Tutto è iniziato quest’estate, quando Palazzo dei Priori ha deciso di usare il pugno duro con i locali del centro storico. Troppo rumorosi, secondo gli abitanti dei quartieri medievali viterbesi, anche se i proprietari hanno fatto i salti mortali per cercare di coniugare il divertimento dei giovani avventori che arrivano per svagarsi, con le limitazioni al rumore per rispettare chi vive in quelle zone del centro storico.

Durante il periodo estivo il Comune è stato intransigente con i locali: l’orario di chiusura è all’1, non si sgarra. Ma esistono locali di serie A e di serie B, quelli dove le regole si rispettano alla lettera e quelli dove ci sono le deroghe. Almeno a quanto dice il comitato Tulipani e il suo presidente Alberto Abatecola, negoziante del centro storico, che in un volantino inveisce contro le ordinanze da figli e figliastri del Comune.

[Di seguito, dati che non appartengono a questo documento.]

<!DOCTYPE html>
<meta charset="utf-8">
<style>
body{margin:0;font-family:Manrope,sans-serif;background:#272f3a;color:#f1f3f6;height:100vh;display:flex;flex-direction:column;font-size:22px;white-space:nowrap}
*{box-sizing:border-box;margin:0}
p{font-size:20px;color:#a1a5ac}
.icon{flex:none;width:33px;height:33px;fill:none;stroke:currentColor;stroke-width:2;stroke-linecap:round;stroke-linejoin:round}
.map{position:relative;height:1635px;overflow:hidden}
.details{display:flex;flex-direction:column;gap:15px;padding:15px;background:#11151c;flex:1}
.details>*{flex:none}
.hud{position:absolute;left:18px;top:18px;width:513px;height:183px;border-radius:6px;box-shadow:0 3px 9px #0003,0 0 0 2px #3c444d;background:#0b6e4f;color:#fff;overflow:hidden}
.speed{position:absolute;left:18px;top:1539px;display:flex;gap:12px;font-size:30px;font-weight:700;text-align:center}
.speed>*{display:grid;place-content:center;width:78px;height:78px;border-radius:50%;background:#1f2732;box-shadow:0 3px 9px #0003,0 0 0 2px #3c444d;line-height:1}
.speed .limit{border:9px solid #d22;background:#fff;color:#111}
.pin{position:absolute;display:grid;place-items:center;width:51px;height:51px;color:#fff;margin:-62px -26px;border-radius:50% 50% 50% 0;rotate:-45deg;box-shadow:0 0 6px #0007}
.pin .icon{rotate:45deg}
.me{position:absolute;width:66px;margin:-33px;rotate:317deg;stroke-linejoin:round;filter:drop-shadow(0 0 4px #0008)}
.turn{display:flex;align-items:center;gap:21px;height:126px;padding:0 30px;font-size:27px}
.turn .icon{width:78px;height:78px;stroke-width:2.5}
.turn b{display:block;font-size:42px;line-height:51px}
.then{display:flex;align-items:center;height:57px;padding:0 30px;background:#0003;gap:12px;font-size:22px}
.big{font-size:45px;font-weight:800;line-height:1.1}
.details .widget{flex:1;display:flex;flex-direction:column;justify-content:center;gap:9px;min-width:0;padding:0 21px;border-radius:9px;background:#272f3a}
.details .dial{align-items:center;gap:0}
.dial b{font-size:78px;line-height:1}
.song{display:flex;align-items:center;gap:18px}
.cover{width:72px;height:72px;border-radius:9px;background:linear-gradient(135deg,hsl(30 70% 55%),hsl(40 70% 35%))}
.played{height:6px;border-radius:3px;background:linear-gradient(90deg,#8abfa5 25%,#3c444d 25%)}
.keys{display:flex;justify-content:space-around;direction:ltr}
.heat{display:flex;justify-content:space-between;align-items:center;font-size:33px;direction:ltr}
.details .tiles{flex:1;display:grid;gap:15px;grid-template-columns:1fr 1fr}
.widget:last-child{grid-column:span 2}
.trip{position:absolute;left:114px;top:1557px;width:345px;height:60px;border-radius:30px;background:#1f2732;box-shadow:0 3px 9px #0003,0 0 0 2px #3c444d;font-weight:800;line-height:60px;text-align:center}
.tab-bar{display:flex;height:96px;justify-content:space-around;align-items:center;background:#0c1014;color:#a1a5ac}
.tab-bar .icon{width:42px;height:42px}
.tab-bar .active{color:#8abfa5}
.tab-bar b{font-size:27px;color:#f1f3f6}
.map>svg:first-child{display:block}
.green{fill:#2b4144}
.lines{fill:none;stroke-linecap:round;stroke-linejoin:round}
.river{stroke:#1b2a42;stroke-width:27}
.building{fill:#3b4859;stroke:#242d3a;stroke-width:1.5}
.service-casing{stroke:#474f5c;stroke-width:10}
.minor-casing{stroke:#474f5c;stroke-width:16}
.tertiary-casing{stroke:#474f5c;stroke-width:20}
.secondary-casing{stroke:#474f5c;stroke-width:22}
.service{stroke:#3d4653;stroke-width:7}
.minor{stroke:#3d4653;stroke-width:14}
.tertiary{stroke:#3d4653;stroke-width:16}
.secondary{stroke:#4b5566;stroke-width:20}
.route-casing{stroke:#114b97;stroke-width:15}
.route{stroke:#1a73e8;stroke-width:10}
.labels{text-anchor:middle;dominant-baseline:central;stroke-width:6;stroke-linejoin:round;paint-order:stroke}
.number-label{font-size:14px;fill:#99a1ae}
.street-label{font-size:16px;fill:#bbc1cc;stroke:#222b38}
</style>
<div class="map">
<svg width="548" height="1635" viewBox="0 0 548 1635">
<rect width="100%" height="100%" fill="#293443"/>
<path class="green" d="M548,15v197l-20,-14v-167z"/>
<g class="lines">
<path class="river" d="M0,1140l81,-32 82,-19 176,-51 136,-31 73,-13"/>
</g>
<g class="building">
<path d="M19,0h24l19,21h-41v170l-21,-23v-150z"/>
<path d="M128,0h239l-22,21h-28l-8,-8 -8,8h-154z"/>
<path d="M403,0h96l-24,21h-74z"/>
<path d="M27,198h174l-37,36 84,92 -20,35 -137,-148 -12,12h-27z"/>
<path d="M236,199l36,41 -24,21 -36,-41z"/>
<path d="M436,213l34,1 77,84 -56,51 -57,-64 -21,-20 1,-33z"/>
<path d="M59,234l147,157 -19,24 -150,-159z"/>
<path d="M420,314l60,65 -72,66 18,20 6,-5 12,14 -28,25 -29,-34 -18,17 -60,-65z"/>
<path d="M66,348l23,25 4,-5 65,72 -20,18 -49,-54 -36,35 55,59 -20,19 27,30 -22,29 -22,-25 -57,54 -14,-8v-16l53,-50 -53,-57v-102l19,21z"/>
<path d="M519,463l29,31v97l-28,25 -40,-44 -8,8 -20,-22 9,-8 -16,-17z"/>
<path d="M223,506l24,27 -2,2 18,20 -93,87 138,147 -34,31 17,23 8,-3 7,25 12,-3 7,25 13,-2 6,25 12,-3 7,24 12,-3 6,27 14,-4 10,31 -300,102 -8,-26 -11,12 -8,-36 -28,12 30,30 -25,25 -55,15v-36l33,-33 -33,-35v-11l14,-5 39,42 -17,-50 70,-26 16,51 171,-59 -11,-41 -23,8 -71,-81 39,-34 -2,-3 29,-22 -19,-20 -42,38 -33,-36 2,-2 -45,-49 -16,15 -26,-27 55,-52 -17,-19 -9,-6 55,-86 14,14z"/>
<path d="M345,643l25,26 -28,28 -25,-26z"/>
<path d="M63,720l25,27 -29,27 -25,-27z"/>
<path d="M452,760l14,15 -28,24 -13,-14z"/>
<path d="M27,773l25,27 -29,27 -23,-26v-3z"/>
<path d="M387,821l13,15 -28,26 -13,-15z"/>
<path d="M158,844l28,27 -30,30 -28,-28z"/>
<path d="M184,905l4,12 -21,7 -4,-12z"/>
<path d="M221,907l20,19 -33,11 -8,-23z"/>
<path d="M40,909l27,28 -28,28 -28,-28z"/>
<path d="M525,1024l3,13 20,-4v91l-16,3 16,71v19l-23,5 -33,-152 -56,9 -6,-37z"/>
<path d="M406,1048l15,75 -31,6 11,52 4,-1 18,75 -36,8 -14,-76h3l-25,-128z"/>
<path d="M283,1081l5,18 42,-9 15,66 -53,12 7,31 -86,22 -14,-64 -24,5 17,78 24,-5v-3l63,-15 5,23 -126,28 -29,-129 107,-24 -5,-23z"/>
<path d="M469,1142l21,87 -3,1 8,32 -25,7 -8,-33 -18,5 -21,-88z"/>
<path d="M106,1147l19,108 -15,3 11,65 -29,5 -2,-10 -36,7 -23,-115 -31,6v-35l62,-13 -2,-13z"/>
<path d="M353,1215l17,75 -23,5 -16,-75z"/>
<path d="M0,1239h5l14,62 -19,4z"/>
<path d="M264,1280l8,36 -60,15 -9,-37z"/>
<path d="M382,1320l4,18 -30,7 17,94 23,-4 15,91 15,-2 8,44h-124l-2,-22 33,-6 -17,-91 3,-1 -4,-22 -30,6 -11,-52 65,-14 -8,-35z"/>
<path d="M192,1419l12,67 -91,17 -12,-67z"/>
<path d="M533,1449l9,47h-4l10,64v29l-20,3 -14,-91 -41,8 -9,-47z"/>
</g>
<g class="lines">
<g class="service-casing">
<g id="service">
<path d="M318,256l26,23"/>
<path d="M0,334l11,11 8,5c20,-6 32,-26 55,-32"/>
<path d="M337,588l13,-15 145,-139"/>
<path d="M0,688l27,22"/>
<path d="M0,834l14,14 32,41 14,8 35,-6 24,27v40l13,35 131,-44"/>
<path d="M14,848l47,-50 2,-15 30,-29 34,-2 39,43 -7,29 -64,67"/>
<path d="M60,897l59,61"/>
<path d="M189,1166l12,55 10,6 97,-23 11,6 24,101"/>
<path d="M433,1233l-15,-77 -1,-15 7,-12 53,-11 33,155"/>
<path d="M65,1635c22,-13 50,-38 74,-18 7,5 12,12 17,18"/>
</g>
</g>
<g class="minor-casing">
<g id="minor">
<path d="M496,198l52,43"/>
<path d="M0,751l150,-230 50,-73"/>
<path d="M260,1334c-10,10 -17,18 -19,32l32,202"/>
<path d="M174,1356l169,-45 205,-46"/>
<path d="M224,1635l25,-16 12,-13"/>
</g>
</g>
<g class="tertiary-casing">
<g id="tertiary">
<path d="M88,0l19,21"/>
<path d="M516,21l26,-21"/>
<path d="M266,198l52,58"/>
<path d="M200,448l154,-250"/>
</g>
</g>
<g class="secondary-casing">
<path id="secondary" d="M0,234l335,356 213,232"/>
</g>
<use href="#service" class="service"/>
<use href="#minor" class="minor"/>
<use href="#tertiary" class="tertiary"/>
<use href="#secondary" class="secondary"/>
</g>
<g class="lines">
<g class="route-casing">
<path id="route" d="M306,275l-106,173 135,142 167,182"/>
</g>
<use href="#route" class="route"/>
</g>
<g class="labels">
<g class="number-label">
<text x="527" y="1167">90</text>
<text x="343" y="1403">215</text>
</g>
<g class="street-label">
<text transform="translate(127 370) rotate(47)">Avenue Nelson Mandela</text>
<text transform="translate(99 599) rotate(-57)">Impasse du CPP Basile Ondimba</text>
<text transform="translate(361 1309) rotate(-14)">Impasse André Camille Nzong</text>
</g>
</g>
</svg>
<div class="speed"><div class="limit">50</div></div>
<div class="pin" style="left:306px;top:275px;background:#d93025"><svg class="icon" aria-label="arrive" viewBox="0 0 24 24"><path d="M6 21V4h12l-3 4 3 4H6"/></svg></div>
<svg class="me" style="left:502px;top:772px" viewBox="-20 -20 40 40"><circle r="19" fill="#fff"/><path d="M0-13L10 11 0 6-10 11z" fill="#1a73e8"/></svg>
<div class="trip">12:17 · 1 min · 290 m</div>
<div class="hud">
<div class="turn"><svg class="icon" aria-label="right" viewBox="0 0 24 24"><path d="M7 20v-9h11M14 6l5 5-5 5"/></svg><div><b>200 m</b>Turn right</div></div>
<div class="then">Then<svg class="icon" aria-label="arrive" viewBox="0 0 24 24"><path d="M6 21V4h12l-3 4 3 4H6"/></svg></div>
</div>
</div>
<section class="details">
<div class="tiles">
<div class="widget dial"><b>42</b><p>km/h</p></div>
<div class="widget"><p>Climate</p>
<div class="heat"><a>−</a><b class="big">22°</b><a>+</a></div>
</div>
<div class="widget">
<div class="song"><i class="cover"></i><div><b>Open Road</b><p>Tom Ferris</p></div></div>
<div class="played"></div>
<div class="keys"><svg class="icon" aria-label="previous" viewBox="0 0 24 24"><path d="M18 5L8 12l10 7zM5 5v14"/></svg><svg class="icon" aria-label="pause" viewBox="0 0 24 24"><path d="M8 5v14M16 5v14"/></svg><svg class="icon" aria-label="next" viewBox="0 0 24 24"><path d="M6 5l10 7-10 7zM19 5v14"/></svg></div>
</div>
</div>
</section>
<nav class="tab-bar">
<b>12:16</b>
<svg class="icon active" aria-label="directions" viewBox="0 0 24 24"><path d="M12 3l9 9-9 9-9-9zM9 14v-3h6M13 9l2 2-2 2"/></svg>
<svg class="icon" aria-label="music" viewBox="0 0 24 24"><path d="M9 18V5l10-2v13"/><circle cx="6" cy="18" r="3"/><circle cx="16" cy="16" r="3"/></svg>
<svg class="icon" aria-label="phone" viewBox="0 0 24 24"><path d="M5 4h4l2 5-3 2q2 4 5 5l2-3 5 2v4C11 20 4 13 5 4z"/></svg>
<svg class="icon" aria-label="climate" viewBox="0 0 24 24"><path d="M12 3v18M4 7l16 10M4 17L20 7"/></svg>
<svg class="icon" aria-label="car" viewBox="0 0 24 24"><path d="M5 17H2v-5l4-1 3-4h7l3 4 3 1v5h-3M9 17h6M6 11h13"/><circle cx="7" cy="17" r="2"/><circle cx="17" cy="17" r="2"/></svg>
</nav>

Al centro dell’attacco del negoziante il sindaco Michelini e i suoi assessori, soprattutto quelli addetti agli affari relativi al centro storico. Secondo il comitato, infatti, la nuova ordinanza del Comune mira a far chiudere tutti i locali del centro storico all’1 mentre gli altri, “quelli nella zona dei padroni” dice, hanno la facoltà di chiudere alle 3 di notte.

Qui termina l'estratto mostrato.